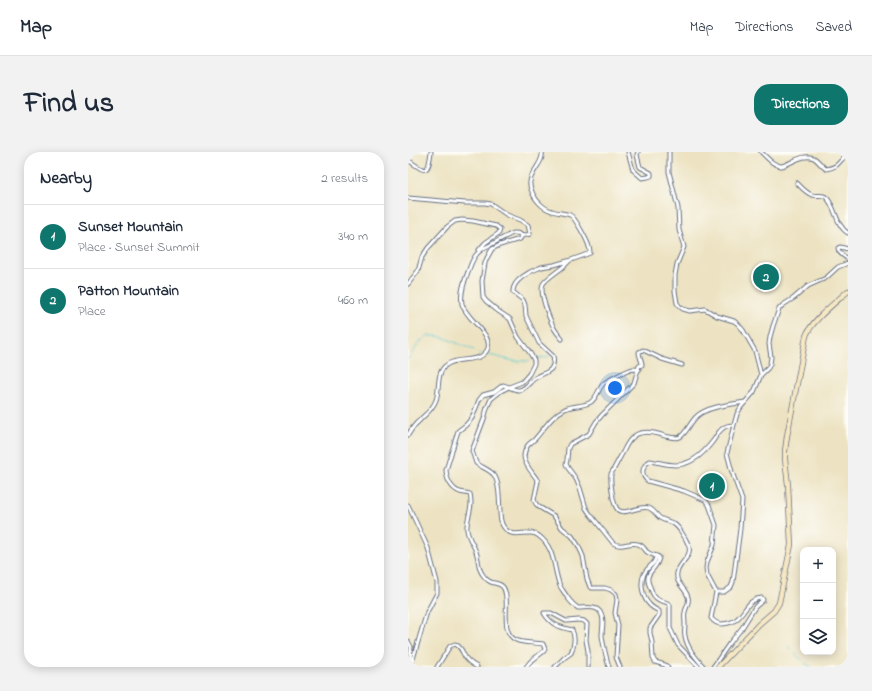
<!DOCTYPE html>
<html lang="en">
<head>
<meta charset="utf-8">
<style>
  body { margin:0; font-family:"Indie Flower",sans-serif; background:#f2f2f3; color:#1f2937 }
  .controls { position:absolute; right:12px; bottom:12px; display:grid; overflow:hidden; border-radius:8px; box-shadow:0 2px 10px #0003 }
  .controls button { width:36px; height:36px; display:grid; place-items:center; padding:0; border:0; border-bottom:1px solid #e0e1e3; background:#fff; color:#1f2937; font:20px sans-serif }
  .you { position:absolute; left:207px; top:236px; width:14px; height:14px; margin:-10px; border:3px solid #fff; border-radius:50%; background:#1a73e8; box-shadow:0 0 0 6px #1a73e833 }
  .badge { display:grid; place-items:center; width:26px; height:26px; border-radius:50%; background:#0f766e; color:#fff; font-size:13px; font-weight:700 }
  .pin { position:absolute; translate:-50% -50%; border:2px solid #fff; box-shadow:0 1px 4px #0006 }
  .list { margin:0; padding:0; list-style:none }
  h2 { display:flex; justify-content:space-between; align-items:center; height:52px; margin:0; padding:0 16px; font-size:17px }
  h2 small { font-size:13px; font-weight:400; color:#747a83 }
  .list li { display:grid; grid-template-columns:26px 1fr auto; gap:12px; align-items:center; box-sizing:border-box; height:64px; padding:0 16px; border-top:1px solid #e0e1e3 }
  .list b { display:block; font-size:15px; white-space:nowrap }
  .list p { margin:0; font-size:13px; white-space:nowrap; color:#747a83 }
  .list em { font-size:13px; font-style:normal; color:#747a83 }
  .icon { flex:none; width:22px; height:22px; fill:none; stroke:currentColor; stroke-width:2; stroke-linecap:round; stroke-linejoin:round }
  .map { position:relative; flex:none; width:440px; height:515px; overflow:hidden; border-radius:16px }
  header { display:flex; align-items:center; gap:24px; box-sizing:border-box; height:56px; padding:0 20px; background:#fff; border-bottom:1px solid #e0e1e3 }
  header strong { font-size:19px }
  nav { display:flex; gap:22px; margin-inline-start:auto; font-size:14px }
  .intro { display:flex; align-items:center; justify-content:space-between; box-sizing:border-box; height:96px; padding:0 24px }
  h1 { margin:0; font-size:28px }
  .button { padding:10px 18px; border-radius:16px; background:#0f766e; color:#fff; font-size:14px; font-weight:700 }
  main { display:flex; gap:24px; padding:0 24px }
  aside { flex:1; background:#fff; border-radius:16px; box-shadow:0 2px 10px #0003 }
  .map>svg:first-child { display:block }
</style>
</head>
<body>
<header>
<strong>Map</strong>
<nav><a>Map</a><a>Directions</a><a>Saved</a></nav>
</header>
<div class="intro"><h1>Find us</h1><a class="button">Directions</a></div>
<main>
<aside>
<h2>Nearby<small>2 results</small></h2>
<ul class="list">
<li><span class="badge">1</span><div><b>Sunset Mountain</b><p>Place · Sunset Summit</p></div><em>340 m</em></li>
<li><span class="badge">2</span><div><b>Patton Mountain</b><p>Place</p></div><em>460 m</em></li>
</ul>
</aside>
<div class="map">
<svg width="440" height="515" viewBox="0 0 440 515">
  <rect width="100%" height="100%" fill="#fdfcf7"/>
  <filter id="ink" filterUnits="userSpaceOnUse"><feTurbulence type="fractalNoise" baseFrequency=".025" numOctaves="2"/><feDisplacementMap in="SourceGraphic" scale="8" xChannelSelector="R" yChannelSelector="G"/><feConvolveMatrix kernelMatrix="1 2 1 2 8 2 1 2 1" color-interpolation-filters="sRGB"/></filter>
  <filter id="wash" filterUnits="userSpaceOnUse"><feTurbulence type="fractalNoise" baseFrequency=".012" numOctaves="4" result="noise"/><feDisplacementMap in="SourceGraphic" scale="16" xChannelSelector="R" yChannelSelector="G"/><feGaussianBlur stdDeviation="0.9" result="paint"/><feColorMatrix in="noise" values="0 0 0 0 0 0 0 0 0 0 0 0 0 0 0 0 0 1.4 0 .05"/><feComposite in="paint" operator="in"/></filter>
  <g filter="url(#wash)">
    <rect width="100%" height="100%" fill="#ede3c2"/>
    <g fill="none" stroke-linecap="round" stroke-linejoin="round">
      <!-- stream -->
      <path stroke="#5bc9cf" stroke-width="1" d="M 77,202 L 106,209 L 122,209
        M 131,206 L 141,205
        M 0,207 L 11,191 L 19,184 L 27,184 L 34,185 L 66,198 L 69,201 L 74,202
        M 380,495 C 387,499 388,504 394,508
        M 397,511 L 403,515"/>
    </g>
  </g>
  <g filter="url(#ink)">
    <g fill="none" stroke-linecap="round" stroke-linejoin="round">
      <!-- street casing -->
      <g stroke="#646e81" stroke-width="5">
        <path id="street" d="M 220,0 L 225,18 L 234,26 L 240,25 L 243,24 L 243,21 L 232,15 L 229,3 L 230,0
          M 261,0 L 261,20 L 270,56 L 271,78 L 276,95 L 269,112 L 267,123 L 267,139 L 269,151 L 272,155 L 275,157 L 282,159 L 297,157 L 309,164 L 326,169 L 330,172 L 335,178 L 347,199 L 353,223
          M 353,0 C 359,6 366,14 374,14 C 384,11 396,1 406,6 C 411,9 413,14 418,17 C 432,15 430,9 440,2
          M 0,8 C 17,20 20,24 23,0
          M 389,31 C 393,35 398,41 404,43 C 410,45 414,41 419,46 C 428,56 428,74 440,81
          M 0,46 L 57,51 L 77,51 L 83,52 L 99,63 L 112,68 L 120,73 L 122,82 L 114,84 L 112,87 L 92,93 L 84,97 L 79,106 L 77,111 L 74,129 L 75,145 L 78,149 L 90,159 L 102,167 L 110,185 L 122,201 L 126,208 L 126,212 L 121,222 L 114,230 L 101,235 L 93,239 L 83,247 L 79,256 L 76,267 L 64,299 L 68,311 C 73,315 82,318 86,323 C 92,331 91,349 92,359 C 92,364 92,369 95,374 C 105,390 120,375 131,384 C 148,397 145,417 152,434 C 154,438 157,441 159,445 C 162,449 165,453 170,456 C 176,456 183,454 189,457 C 198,463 194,475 194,484 C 195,491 199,508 201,515
          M 440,97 L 432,95 L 430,96 C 430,101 436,104 440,107
          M 0,132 L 10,119 L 14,105 L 20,96 L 39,75 L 47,69 L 54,68 L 65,69 L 88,74 L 92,77 L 91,81 L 77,91 L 71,98
          M 154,187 C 151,183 147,179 145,174 C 141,166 131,140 135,132 C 139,125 155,117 161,109
          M 274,213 L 254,207 L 235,198 L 231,200 C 231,205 234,208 234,213 L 231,214 L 226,231 L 194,263 L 188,270 L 181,282 L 162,292 L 160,296 L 159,308 L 158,312 L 160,316 L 168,327 L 172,336 L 178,356 L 182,362 L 205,391 C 214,397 221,389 230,392 C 235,393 236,397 239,400 C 243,403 247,403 251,405 C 250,419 233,419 243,437 C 244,441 247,446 251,448 C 255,450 258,449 262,453 L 262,476 L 270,493 L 291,515
          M 0,283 C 3,278 6,273 11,269 C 18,261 24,259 28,248 C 32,238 28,222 37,214 C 49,203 74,213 80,196 C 84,181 58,167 54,152 C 52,141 56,130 60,120 C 65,106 67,100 82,93 C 86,91 103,81 106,81 C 108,81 110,81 112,82 L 114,84
          M 0,353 L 20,396 L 29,430 L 29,441 L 19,460 L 4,510 L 4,515
          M 249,404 C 248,404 247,409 246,410 C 243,414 238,417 236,422 C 232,430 234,445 241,452 C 243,455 247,457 251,459 L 251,463 L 242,476 L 242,481 L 244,490 L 245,506 L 247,510 L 257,513 L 260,515
          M 308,440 L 316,440 L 323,435 L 325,430 L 332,377 L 334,348 L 324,320 L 319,301 L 326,273
          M 136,461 L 143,461 L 158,469 L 171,468 L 176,469 L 179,472 L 178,488 L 180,499 L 180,515
          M 136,461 C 143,473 151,475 164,478 C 168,486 166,494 163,501 L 156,506 L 147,515
          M 0,489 L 3,495 L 2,508 L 2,509 L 4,510
          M 29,515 L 42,494 L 47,492 C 53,495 54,499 57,505 C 60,510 64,512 69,515
          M 118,515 L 122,510 L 136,499 L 137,497 L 135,492 C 127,490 116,492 108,488 C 90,480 104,448 95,435 C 90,429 82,434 75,423 C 70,417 71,410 69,403 C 67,394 60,387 59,378 C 58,369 63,360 63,351 C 63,348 63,345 62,342 C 59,341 56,341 52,340 C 43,337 38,326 38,318 L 50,279 L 58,273 L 64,266 L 71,248 L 75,243 L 86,240 L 95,233 C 100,234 107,239 111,238 C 119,237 122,228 129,225 C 134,222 139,221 143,217 C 146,213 146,209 145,204 L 131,191 L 118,164 L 117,153 L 115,148 L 105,140 C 104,129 122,119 131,116 C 135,114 141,114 146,113 C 158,110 170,106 182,101 C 182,99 182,97 181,95 C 180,90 167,65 162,63 C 157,61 150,61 144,59 C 134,56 126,47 123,37 C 117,23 137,11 134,0
          M 212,515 L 208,505 L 210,473 L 207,461 L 209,448 L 208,442 L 203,438 L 197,436 L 184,436 L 182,435 L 179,427 L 175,404 L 170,393 L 164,384 L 154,376 L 146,364 L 131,355 L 128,352 L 126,348 L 130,329 C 125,321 117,314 116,305 C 116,301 118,296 120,293 C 122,291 125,289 127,287 C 136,277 144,263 157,257 C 165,253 175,255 183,250 C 189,245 190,238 195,232 C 198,229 220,218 225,217 C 228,217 228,217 231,218
          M 296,515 C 288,506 279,496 277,484 C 276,480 277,476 277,472 C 277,468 276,464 277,460 C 278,455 282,450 280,445 C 278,436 267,432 269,421 C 271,410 286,404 280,392 C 278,387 271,375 266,372 C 262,369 256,369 252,366 C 248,363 246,358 241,356 C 231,352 213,367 208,355 C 206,352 206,349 205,346 C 204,338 202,330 203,322 C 207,315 211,307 215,300 C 217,296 219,291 223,287 C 231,277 246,280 257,284 C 262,285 268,287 272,285 C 279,280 282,271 288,265 C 297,255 323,252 337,250
          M 305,515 L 321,492 L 334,476 L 347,455 L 355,448 L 354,446 C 334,447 339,471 314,472 C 309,472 306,470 303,466 L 308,440 L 299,423 L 298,416 L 299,410 L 306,393 L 308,373 L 301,353 L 297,348 L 276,339 L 240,329 C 232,323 234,313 242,309 C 250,310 259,313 267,313 C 283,313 296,301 305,289 C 308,285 310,280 314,277 C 317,274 322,273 326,273 L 329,262 L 333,255 L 346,240 L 353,223 L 360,216 L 362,212 L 363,205 L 361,192 L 362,185 L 365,174 L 371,157 L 375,153 L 386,146 L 400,134 L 418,126 L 430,115 L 440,111"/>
      </g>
      <!-- secondary casing -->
      <g stroke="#646e81" stroke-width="6">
        <path id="secondary" d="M 310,515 L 351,472 L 366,459 L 371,451 L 383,393 L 380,333 L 377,307 L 377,299 L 379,284 L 398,184 C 404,168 427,151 440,139"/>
      </g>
      <!-- street -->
      <use href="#street" stroke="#fff" stroke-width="3"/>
      <!-- secondary -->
      <use href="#secondary" stroke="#f7e8c3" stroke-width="4.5"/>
    </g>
  </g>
</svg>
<div class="controls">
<button>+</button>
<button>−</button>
<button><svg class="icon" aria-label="layers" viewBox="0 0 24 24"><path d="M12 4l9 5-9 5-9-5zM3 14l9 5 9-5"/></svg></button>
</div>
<div class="you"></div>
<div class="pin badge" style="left:304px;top:334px">1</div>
<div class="pin badge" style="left:358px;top:125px">2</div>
</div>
</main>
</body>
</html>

* _WHAT YOU HAVE TO DO_
What you give back should be exactly the lines from the top of the data above down to and including the line with "position:absolute; right:12px; bottom:12px;", minus any pictures.

* _ANSWER FOR THIS EXERCISE_
<!DOCTYPE html>
<html lang="en">
<head>
<meta charset="utf-8">
<style>
  body { margin:0; font-family:"Indie Flower",sans-serif; background:#f2f2f3; color:#1f2937 }
  .controls { position:absolute; right:12px; bottom:12px; display:grid; overflow:hidden; border-radius:8px; box-shadow:0 2px 10px #0003 }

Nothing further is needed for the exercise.